A ideia do não-manifesto tem dois sentidos diferentes: há o não-manifesto absoluto, Parabrahma ou Brahma nirguna (”não-qualificado”), e o não-manifesto relativo, Ishwara ou Brahma saguna (”qualificado”). Esse não-manifesto relativo, o Ser na qualidade de princípio existencial ou matriz dos arquétipos, pode ser denominado “manifesto potencial” em relação ao “manifesto efetivo”, o mundo; pois, na própria ordem divina, o Ser é a “manifestação” do Superser, sem a qual a manifestação propriamente dita, ou a Existência, não seria nem possível nem concebível. Dizer que o não-manifesto absoluto é, simultaneamente, o princípio do manifesto — o mundo — e do não-manifesto relativo — o Ser — seria uma tautologia: sendo o princípio do Ser, o Superser é, implicitamente, o princípio da Existência. Do ponto de vista do não-manifesto absoluto, a distinção entre o manifesto potencial — que é o não-manifesto relativo e criador — e o manifesto efetivo ou o criado, portanto entre o Ser e a Existência, não existe. Do ponto de vista do Superser, não é nem uma complementaridade nem uma alternativa.
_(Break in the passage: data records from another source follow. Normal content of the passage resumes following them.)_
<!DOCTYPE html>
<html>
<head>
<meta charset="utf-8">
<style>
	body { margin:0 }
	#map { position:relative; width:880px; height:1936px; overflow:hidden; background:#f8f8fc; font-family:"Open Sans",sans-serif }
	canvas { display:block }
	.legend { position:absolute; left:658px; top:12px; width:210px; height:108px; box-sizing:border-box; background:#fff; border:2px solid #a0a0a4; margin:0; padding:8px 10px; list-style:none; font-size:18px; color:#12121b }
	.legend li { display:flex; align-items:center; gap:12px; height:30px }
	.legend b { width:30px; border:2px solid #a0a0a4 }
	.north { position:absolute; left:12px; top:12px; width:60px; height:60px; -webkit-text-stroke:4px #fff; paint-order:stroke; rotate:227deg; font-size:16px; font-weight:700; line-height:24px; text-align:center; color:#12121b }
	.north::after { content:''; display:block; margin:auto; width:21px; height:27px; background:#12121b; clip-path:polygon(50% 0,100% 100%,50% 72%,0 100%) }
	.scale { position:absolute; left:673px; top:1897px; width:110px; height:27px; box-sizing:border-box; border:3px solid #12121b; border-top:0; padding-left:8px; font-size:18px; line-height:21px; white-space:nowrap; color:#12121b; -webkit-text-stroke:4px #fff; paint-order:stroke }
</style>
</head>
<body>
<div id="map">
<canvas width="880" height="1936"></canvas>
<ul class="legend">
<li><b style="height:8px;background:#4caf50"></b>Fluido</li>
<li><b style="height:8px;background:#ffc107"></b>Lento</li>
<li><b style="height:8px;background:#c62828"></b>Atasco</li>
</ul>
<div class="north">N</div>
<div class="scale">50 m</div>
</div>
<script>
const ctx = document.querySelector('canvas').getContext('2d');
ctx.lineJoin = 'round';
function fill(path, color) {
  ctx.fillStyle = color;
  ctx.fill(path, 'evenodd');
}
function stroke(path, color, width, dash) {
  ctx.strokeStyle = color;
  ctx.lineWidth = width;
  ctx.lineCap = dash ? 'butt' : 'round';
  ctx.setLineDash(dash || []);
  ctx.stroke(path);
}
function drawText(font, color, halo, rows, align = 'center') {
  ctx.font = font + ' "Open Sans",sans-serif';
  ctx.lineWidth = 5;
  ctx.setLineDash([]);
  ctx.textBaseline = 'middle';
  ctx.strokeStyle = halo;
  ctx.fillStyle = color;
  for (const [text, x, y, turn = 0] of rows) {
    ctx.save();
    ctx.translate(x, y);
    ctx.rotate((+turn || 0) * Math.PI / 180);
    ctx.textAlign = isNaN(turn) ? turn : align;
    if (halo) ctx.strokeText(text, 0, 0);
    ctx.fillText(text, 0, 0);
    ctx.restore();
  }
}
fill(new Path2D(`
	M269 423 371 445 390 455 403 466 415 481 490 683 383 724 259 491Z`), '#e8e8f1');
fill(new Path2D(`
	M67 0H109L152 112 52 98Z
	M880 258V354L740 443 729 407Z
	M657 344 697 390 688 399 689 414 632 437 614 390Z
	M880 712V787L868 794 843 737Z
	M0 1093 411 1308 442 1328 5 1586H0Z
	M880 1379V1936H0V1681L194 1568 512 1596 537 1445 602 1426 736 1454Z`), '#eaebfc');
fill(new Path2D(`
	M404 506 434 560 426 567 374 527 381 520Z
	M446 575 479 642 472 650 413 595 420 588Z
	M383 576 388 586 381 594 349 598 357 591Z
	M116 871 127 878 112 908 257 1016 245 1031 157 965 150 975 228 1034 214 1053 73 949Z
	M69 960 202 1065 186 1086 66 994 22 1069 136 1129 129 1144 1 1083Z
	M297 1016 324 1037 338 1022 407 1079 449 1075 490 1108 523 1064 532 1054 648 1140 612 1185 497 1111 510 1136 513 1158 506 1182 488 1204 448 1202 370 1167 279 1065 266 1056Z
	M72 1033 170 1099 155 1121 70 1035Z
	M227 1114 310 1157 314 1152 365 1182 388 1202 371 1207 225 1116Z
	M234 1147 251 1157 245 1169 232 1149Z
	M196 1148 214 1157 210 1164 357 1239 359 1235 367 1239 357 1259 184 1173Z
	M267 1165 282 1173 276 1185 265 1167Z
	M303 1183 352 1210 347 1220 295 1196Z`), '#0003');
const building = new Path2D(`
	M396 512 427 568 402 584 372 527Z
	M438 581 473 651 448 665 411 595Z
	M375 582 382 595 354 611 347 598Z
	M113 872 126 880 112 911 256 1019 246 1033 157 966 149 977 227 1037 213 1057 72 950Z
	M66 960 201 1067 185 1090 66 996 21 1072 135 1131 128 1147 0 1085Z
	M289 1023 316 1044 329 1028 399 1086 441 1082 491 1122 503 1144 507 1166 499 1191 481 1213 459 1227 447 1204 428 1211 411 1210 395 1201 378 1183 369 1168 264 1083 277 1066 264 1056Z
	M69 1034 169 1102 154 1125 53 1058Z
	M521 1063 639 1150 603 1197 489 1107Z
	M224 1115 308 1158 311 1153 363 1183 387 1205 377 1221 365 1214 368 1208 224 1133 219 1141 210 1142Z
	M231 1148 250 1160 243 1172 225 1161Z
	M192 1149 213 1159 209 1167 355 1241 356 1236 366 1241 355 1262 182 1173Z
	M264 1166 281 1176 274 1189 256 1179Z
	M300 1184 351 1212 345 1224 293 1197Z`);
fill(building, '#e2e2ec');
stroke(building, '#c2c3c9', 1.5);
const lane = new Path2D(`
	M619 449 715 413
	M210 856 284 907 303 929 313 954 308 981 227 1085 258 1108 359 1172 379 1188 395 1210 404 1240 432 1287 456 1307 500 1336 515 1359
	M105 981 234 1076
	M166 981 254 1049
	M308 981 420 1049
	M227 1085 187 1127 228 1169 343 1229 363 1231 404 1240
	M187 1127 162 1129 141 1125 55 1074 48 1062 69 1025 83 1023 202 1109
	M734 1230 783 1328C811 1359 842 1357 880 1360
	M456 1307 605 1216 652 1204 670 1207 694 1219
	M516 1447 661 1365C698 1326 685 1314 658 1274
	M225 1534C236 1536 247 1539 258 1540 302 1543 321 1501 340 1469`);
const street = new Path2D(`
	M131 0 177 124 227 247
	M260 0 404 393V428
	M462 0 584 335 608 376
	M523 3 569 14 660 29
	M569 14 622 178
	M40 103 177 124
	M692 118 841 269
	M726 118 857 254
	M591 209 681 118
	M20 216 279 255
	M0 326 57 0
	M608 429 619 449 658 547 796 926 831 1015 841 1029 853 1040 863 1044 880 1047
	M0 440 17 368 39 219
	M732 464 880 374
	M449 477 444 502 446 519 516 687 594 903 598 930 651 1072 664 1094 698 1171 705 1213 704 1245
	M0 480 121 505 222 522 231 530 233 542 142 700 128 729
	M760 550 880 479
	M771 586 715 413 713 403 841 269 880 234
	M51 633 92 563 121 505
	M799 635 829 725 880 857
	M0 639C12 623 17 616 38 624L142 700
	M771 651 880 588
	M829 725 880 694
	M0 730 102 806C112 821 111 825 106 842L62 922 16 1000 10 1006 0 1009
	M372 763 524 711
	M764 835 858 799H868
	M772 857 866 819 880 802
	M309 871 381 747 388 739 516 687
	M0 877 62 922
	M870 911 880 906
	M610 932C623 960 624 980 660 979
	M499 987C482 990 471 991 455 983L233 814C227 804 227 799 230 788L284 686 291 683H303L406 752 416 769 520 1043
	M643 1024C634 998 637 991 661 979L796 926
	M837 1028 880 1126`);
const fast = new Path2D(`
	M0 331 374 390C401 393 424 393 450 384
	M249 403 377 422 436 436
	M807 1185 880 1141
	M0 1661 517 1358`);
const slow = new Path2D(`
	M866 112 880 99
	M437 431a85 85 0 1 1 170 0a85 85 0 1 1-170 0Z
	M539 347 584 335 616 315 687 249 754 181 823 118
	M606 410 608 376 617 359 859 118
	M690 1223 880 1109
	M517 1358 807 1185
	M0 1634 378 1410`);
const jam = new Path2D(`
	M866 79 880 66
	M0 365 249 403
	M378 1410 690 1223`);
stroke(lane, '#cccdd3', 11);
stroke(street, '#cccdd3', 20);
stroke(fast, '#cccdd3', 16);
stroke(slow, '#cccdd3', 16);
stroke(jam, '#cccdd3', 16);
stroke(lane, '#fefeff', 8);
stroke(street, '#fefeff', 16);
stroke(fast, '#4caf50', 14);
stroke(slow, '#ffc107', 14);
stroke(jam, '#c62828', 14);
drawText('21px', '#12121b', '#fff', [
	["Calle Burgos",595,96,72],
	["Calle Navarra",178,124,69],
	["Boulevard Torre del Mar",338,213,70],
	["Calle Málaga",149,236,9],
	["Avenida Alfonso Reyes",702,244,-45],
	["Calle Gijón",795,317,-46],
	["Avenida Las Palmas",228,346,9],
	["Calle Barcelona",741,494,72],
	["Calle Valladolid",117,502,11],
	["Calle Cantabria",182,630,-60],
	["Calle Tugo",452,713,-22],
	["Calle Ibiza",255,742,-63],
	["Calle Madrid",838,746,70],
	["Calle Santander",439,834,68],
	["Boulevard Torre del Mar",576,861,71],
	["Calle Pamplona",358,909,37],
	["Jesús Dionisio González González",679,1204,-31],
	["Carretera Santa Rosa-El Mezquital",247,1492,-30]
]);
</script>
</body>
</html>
Na ordem divina, ou do princípio, convém considerar primeiramente o Absoluto, à medida que se desdobra em Maya ou sob a forma de Maya; desse segundo ponto de vista, “toda coisa é Atma”. De maneira análoga, mas no âmbito de Maya mesma, pode-se encarar as coisas, primeiro em si mesmas, portanto, do ponto de vista da existência separada que as determina na qualidade de fenômenos e, em segundo, no Ser, portanto, como arquétipos. Todo aspecto de relatividade — mesmo de princípio — ou de manifestação, é vyakta, e todo aspecto de absolutez — mesmo relativa — ou de não-manifestação, é avyakta.
Para realizar o Superser, que é.o absoluto Si-mesmo, é preciso, segundo a Katha Upanishad, passar “além da obscuridade”; esse “além da obscuridade” é, evidentemente, a luminosidade intrínseca do Si-mesmo, aquela que se revela após a obscuridade que o não-manifesto apresenta em relação à ilusória luminosidade do manifesto. Como “os extremos’ se tocam”, o máximo de conhecimento “interior” terá como complemento o máximo de conhecimento “exterior”; não, certamente, no sentido de um saber científico, mas no sentido de que o homem que vê Deus perfeitamente no interior, ou além dos fenômenos, vê-Lo-á perfeitamente no exterior ou nos fenômenos; de forma que a “escalada” do espírito em direção a Deus acarreta, subjetivamente, uma “descida” de Deus às coisas. Essa “visão divina” do mundo implica, naturalmente, um “mandato celeste” ou uma missão espiritual, seja qual for o grau, porém tanto mais elevada conforme o conhecimento interior for profundo ou total. Poder-se-ia dizer, pelo contrário, que tal mandato predestinado coincide providencialmente com o conhecimento supremo. Mas, em todo caso, não se pode afirmar que um grau de conhecimento ou de realização implica ipso facto uma missão profética legiferante, sem o que todo sábio perfeito deveria ser fundador de uma religião.
Seja como for, o que se pretendia frisar aqui é o que o levantamento do véu na dimensão interior e intelectiva faz-se acompanhar de uma iluminação ou de uma transparência dos véus nos quais e pelos quais nós vivemos; e pelos quais nós somos, em virtude de nossa própria existência.